La UNLP vuelve a marchar contra el ajuste universitario

La Universidad Nacional de La Plata participará este martes de una nueva Marcha Federal Universitaria en medio de un escenario de fuerte deterioro salarial, caída de becas y reducción de fondos para ciencia e infraestructura. La movilización reunirá a docentes, no docentes, investigadores y estudiantes de todo el país bajo la consigna “Marcha Federal: Milei cumplí la ley”, en referencia a la Ley de Financiamiento Universitario aprobada por el Congreso y todavía no aplicada por el Gobierno nacional.
En La Plata, el Frente Gremial Universitario —integrado por ADULP, ATULP y la FULP— convocó a toda la comunidad educativa a participar de la protesta.
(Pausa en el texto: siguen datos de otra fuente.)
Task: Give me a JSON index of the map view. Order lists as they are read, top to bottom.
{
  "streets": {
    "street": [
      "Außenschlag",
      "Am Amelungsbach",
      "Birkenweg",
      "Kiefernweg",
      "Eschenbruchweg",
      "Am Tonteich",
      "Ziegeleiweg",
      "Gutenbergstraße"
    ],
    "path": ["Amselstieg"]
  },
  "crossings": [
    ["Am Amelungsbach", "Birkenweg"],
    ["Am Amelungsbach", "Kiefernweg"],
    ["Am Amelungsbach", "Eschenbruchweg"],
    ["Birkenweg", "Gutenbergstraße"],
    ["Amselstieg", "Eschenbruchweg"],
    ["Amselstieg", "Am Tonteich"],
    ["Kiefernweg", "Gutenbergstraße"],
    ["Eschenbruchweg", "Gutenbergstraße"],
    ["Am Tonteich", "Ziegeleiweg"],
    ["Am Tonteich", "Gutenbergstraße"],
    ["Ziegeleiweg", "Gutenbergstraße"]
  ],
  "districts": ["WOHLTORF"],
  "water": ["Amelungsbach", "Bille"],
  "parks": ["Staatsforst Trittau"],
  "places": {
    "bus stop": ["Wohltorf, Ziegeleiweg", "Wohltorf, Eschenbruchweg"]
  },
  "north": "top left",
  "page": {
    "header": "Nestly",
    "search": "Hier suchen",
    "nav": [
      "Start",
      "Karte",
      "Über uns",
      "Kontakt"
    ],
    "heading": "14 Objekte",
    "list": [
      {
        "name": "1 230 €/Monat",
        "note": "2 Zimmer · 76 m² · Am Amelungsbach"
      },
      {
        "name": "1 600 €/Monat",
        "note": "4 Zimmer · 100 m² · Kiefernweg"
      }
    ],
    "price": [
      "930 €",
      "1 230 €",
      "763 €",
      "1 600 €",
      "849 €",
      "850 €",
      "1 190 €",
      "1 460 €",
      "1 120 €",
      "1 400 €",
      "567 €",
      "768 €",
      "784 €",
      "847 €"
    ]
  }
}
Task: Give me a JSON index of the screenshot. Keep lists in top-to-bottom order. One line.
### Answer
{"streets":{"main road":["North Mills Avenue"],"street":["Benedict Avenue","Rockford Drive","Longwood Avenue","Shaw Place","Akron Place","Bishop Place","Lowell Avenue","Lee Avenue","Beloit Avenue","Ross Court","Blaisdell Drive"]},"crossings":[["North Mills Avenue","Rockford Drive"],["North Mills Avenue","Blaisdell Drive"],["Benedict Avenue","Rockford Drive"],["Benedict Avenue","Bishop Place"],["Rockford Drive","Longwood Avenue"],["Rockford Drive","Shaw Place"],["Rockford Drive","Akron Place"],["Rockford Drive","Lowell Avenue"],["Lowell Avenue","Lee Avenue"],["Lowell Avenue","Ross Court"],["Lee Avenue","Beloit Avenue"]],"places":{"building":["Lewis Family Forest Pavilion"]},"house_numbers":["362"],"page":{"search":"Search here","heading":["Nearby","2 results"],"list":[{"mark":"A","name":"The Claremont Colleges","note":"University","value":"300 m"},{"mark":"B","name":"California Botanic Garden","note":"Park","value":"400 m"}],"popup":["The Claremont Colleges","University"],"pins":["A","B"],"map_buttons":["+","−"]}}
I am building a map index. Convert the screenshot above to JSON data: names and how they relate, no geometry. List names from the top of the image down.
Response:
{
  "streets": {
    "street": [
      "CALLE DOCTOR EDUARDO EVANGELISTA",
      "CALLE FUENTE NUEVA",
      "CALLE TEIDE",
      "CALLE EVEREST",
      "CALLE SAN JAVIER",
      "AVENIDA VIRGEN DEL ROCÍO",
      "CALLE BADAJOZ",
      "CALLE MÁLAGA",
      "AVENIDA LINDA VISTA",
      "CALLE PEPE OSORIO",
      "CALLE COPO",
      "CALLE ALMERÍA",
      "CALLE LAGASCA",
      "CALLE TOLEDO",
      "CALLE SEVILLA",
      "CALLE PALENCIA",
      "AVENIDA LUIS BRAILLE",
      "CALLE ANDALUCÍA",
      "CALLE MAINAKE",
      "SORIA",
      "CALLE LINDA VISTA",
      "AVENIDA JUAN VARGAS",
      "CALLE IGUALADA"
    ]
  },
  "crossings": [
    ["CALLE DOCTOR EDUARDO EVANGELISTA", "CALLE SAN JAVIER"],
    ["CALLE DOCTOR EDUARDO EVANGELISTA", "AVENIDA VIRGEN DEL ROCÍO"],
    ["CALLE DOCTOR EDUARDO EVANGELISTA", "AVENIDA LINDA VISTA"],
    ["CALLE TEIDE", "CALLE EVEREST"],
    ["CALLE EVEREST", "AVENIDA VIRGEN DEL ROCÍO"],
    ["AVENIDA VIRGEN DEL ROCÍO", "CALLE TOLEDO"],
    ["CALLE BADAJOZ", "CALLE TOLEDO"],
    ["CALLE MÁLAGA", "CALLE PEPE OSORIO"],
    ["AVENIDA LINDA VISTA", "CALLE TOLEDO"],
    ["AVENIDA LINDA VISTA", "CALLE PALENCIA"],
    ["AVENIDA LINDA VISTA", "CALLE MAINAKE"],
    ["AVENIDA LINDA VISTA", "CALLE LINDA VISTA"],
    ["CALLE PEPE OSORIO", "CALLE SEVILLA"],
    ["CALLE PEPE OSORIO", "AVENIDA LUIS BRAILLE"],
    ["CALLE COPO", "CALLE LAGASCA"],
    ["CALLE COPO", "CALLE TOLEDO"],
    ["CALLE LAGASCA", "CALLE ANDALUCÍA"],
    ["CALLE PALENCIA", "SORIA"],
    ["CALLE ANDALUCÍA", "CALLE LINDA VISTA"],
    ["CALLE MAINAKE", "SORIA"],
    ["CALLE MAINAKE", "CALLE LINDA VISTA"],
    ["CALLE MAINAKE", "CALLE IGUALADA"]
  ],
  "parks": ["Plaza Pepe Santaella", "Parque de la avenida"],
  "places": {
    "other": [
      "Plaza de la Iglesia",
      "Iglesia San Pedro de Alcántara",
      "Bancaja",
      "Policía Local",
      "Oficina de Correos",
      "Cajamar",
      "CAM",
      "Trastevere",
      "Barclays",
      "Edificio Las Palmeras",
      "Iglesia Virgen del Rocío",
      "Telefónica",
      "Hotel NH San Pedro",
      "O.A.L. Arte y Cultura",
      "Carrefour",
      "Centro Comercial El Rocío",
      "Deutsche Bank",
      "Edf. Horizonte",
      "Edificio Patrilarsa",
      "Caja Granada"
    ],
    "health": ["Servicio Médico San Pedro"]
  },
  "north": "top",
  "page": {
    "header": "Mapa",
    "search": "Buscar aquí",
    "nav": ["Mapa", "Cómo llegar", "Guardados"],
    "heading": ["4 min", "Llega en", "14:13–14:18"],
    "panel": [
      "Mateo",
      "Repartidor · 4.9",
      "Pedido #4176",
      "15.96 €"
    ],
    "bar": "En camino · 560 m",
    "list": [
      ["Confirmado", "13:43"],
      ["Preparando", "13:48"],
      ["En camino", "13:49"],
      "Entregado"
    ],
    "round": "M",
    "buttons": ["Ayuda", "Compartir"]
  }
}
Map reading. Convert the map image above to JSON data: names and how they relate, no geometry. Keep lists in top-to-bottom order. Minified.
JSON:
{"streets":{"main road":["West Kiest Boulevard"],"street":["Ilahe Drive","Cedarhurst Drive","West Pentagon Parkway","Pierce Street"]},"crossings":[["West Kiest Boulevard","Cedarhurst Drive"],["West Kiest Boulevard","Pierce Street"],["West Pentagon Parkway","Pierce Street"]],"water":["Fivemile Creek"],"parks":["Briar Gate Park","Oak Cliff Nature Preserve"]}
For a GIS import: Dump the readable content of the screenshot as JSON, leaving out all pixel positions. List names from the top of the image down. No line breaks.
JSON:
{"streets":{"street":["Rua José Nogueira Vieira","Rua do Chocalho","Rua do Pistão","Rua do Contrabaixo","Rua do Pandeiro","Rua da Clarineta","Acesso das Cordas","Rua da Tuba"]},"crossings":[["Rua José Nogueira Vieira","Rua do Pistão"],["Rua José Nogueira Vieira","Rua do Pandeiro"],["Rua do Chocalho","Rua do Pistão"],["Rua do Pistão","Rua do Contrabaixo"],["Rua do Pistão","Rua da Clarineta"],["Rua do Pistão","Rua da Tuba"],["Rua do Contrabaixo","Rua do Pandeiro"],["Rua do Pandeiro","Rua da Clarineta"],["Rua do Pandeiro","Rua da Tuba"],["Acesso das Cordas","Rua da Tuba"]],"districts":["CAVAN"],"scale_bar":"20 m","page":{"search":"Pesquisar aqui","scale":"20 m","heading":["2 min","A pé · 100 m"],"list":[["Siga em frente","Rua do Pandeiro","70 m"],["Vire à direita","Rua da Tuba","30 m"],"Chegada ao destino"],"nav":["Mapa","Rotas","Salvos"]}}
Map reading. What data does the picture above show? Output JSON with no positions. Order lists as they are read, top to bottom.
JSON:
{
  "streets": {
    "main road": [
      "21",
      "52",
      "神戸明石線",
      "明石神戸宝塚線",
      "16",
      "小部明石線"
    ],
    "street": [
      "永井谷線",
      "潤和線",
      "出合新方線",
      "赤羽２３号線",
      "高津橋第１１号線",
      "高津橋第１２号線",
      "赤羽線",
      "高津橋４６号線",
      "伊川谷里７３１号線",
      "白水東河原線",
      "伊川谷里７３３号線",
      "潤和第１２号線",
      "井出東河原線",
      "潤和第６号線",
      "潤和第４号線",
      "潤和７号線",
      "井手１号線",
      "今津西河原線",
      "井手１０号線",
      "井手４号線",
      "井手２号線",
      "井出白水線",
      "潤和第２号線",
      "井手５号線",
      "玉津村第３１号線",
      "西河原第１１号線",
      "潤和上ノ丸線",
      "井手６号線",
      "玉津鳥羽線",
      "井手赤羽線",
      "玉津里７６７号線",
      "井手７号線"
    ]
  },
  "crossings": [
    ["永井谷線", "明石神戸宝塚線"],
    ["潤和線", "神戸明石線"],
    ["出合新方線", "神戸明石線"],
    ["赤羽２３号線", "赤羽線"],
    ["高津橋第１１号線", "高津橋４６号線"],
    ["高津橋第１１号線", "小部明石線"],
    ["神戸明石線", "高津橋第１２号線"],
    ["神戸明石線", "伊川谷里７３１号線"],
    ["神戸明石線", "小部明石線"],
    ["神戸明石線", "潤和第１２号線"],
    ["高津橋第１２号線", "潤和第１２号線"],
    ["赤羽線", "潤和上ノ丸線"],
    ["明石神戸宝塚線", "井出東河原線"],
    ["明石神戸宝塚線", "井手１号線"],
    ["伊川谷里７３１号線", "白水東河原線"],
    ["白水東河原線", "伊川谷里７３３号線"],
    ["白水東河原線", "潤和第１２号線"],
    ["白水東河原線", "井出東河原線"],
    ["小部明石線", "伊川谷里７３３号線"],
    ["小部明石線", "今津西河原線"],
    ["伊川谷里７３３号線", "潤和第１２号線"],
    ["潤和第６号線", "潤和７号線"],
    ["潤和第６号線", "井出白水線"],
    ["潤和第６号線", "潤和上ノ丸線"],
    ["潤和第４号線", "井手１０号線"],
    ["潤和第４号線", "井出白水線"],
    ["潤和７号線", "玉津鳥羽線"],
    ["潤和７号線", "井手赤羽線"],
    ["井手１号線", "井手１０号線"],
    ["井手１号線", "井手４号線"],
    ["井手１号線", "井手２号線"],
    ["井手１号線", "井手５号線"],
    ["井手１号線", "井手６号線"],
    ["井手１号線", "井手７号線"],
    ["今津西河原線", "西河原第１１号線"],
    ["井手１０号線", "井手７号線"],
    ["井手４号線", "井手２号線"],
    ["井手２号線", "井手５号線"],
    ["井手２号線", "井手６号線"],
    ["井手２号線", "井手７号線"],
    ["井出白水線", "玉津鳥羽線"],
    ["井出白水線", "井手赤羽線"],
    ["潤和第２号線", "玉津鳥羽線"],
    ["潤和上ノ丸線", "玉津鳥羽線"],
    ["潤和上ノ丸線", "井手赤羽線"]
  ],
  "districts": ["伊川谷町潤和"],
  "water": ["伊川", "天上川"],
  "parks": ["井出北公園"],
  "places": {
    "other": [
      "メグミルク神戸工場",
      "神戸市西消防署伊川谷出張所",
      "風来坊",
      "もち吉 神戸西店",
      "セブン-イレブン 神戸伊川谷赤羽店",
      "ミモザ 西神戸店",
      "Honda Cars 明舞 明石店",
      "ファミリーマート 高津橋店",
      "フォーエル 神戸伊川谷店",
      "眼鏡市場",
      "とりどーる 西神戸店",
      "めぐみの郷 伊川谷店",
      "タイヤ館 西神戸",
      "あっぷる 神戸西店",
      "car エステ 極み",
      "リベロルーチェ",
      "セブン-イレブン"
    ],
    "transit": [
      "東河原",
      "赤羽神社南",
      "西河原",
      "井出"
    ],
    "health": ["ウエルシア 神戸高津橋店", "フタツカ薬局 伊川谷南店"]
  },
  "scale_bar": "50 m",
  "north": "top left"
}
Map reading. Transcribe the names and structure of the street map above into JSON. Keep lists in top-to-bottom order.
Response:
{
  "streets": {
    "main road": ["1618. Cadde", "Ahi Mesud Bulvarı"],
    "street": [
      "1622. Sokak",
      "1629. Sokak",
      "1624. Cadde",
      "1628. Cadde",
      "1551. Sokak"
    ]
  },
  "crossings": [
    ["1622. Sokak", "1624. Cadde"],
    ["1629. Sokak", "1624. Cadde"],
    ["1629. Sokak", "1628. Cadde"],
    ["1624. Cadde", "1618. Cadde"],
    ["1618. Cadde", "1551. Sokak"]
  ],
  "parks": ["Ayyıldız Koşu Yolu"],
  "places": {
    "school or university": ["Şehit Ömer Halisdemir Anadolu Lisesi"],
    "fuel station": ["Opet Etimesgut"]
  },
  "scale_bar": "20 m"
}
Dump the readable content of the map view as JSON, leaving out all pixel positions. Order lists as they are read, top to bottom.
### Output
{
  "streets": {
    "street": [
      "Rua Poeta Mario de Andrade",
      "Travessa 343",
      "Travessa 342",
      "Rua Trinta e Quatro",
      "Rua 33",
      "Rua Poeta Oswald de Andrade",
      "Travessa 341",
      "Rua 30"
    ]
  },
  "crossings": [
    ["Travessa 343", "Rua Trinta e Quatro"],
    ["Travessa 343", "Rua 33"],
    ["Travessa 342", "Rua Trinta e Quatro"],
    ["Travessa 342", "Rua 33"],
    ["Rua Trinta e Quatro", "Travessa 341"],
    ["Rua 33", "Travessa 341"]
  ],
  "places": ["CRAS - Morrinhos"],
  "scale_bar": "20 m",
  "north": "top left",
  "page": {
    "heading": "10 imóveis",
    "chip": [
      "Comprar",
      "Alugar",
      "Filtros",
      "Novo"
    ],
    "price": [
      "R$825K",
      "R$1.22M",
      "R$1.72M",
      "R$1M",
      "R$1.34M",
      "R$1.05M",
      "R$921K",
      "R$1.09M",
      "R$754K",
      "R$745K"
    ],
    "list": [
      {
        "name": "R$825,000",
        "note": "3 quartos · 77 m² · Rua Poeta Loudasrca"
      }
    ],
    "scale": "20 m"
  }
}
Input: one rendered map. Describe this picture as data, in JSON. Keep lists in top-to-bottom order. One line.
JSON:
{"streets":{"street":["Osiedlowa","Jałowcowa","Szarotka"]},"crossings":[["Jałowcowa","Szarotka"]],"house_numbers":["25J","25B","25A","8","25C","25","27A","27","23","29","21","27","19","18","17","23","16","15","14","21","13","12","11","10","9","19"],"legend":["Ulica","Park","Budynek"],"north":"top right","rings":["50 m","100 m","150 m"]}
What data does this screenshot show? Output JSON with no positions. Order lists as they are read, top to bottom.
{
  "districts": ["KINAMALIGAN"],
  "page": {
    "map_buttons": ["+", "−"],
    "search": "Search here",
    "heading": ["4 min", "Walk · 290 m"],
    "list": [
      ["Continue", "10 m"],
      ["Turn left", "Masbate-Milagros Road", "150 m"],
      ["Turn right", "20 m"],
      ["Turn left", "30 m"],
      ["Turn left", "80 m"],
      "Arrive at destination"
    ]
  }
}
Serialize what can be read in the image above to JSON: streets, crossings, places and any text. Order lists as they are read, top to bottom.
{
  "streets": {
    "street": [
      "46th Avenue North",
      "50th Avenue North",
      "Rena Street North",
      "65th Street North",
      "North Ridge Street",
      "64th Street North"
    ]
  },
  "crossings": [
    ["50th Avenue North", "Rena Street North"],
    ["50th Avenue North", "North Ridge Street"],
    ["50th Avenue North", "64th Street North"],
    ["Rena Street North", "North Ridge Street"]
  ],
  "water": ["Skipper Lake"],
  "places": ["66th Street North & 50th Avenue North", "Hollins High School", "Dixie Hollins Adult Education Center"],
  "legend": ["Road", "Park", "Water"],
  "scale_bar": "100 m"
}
La UNLP además dispuso facilidades académicas y administrativas para quienes adhieran a la movilización.
Los números del ajuste en la UNLP y las universidades
Las cifras difundidas por el Consejo Interuniversitario Nacional (CIN) muestran el alcance del desfinanciamiento que atraviesan las universidades públicas. Según el organismo, las transferencias nacionales a las universidades cayeron un 45,6% en términos reales desde 2023, afectando actividades académicas, investigación, extensión, infraestructura y programas estudiantiles.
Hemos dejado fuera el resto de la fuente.